Work task
Across the records below, count every line that contains the string "sans", then report the count alone.

Task data
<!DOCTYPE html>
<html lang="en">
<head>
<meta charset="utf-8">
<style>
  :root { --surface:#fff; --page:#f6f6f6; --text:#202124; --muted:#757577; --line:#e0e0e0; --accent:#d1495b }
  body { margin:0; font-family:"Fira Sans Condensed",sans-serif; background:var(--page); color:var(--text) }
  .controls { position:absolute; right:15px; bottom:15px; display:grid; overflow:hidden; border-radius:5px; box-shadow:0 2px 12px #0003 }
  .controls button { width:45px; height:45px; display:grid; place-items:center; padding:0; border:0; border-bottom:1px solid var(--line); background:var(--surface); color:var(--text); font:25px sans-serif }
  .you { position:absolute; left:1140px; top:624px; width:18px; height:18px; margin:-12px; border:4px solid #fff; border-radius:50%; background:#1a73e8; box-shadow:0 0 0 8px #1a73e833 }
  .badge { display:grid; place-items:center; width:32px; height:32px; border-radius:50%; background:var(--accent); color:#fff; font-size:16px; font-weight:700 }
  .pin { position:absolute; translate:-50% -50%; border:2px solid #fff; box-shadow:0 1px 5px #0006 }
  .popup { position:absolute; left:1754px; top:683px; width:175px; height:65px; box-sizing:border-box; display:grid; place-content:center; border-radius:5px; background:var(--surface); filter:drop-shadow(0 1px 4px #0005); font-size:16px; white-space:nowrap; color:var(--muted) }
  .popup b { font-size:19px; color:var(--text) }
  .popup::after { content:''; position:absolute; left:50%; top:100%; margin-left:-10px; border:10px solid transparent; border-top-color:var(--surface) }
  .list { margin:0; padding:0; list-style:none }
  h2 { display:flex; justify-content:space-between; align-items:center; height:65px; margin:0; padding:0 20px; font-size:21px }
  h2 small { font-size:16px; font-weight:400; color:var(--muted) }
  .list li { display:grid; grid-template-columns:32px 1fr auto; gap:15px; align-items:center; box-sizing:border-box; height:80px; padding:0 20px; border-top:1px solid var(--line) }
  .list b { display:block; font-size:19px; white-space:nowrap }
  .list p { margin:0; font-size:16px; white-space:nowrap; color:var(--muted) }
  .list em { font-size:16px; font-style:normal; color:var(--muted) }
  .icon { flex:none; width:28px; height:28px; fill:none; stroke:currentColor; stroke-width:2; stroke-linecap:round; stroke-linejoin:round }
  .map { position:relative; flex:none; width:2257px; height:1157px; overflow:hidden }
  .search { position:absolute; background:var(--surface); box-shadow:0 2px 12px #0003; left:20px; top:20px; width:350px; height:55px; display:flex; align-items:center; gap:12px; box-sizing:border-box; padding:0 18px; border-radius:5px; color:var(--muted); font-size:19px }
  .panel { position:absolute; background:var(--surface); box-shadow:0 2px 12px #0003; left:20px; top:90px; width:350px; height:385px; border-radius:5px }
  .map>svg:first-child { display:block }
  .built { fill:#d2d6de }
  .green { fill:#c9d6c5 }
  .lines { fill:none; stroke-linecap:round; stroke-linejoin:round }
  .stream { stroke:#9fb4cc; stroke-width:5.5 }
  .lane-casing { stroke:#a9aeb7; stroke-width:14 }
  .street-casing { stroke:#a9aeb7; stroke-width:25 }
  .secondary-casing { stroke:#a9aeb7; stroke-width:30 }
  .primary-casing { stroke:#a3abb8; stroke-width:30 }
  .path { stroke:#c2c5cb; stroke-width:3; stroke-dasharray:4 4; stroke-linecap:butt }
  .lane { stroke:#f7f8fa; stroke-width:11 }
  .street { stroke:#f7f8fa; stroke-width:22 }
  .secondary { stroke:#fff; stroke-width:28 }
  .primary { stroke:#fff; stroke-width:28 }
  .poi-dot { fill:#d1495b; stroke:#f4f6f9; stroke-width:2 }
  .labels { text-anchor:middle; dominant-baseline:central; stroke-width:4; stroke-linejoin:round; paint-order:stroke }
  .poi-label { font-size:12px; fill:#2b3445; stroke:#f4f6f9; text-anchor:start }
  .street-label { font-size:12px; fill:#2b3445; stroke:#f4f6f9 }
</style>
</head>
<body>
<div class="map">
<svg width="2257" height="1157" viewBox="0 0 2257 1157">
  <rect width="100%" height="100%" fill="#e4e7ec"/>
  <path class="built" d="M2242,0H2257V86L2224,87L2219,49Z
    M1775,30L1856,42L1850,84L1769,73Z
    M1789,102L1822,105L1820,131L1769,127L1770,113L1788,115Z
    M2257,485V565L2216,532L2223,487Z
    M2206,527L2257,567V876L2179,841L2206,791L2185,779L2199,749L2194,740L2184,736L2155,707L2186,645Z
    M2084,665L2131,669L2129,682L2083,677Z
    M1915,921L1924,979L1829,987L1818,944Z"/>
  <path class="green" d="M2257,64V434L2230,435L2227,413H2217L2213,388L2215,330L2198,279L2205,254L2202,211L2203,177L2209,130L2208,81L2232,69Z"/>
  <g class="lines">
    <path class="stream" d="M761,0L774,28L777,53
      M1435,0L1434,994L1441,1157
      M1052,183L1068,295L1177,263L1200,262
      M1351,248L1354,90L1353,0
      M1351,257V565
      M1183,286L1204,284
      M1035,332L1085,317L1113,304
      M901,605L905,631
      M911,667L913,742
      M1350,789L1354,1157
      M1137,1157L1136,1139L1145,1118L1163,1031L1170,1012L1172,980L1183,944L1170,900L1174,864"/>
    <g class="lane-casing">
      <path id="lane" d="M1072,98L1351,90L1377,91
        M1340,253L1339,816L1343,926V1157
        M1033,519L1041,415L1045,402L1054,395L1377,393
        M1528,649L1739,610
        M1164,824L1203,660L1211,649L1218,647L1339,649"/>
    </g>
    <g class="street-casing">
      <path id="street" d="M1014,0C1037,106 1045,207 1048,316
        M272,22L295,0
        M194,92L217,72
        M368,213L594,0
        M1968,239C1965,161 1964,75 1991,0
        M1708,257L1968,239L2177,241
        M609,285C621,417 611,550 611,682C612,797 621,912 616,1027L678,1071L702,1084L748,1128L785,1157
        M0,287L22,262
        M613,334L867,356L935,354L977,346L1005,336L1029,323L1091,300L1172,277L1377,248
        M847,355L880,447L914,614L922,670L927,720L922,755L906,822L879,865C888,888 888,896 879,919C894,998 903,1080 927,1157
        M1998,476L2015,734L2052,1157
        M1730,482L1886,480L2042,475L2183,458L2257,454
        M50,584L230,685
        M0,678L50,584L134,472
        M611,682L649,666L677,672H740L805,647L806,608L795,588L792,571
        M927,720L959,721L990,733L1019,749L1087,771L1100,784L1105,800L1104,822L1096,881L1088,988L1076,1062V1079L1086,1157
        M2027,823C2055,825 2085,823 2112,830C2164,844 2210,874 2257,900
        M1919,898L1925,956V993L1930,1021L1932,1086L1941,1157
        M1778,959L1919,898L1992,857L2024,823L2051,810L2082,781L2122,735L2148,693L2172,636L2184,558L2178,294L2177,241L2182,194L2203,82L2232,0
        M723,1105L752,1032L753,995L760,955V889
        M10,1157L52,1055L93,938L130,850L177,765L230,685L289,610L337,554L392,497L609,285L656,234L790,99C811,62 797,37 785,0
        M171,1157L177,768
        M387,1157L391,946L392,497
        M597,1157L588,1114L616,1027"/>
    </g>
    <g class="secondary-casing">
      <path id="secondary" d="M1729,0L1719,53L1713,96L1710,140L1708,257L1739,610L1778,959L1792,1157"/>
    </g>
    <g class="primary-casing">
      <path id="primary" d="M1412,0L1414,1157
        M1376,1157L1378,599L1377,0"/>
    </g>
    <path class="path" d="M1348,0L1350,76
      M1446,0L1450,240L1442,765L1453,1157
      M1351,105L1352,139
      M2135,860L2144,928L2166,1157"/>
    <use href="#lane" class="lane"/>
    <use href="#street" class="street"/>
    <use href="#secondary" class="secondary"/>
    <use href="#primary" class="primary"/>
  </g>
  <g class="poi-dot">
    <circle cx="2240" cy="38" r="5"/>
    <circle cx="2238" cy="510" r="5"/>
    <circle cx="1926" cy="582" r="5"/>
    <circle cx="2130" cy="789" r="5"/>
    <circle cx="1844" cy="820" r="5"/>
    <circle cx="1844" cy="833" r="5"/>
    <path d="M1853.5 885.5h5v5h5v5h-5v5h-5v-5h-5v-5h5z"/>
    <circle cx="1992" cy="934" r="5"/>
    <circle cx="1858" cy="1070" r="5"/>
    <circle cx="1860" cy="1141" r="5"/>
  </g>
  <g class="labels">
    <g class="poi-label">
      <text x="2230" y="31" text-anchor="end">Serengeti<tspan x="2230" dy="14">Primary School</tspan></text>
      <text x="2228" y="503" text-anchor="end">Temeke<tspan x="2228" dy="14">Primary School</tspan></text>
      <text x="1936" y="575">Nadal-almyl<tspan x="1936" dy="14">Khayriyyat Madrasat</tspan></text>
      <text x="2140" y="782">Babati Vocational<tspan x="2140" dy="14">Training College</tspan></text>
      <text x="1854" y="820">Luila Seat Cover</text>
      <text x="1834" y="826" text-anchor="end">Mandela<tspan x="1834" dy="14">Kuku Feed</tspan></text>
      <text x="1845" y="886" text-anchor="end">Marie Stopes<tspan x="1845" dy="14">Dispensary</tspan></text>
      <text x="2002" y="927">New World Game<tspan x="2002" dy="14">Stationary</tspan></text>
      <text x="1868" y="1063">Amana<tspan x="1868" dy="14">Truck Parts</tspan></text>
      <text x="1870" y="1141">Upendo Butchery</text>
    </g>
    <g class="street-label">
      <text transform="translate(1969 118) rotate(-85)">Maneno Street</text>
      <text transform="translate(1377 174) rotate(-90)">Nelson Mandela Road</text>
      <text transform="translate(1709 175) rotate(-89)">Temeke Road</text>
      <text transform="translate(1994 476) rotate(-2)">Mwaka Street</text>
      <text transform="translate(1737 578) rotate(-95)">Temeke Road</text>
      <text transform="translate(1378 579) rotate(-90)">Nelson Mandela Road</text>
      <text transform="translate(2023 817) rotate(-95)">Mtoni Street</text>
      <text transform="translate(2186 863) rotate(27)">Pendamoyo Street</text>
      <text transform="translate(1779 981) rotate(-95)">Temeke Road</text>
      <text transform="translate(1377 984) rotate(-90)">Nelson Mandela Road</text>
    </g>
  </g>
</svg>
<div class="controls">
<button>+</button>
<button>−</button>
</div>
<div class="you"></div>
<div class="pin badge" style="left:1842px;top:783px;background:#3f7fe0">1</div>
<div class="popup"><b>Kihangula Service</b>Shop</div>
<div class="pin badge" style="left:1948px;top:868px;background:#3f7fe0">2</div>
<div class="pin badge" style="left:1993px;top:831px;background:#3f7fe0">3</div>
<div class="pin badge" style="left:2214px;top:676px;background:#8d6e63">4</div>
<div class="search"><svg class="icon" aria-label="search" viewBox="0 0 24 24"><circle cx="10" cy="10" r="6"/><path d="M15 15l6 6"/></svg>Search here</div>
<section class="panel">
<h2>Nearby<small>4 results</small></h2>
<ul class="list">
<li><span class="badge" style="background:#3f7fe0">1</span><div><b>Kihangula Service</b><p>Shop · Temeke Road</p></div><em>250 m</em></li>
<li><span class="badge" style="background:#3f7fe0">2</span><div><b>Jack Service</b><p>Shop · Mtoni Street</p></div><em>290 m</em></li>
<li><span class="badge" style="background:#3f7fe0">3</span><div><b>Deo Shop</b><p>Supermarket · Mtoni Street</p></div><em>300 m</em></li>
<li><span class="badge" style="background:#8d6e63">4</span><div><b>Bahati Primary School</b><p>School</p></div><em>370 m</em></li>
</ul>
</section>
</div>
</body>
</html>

Written solution
2